"She found you?" asked Dolores, when she was gone.

"Yes, she found me. You had gone down, she said, to try and save your father. He is safe now!" he laughed.

"She found you alive." Dolores lingered on the words. "I never envied her before, I think; and it is not because if I had stayed I should have suffered less, dear." She put up her hands upon his shoulders again. "It is not for that, but to have thought you dead and to have seen you grow alive again, to have watched your face, to have seen your eyes wake and the colour come back to your cheeks and the warmth to your dear hands! I would have given anything for that, and you would rather that I should have been there, would you not?" She laughed low and kissed away the answer from his lips. "If I had stayed beside you, it would have been sooner, love. You would have felt me there even in your dream of death, and you would have put out your hand to come back to me. Say that you would! You could not have let me lie there many minutes longer breaking my heart over you and wanting to die, too, so that we might be buried together. Surely my kisses would have brought you back!"
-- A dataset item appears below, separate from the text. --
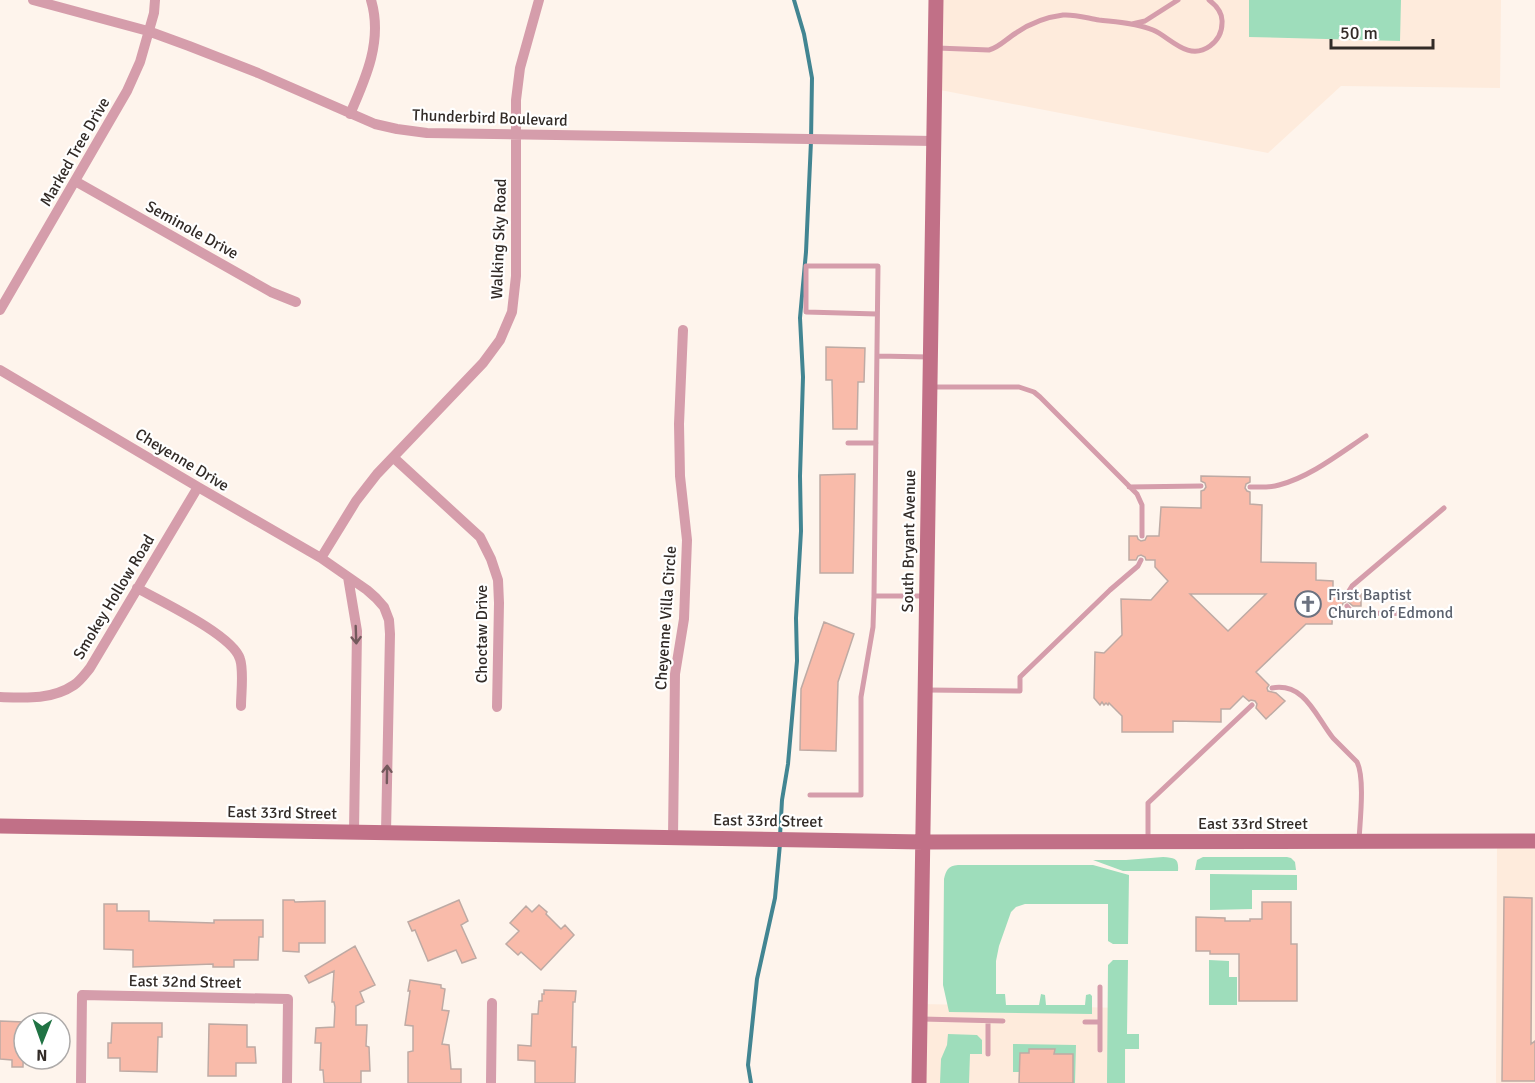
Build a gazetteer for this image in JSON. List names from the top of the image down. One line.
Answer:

"I dreamed they did, as mine would you."

"Sit down beside me," she said presently. "It will be very hard to tell--and it cannot be very long before they come. Oh, they may find me here! It cannot matter now, for I told them all that I had been long in your room to-night."

"Told them all? Told whom? The King? What did you say?" His face was grave again.

"The King, the court, the whole world. But it is harder to tell you." She blushed and looked away. "It was the King that wounded you--I heard you fall."

"Scratched me. I was only stunned for a while."

"He drew his sword, for I heard it. You know the sound a sword makes when it is drawn from a leathern sheath? Of course--you are a soldier! I have often watched my father draw his, and I know the soft, long pull. The King drew quickly, and I knew you were unarmed, and besides--you had promised me that you would not raise your hand against him."

"I remember that my sword was on the table in its scabbard. I got it into my hand, sheathed as it was, to guard myself. Where is it? I had forgotten that. It must be somewhere on the floor."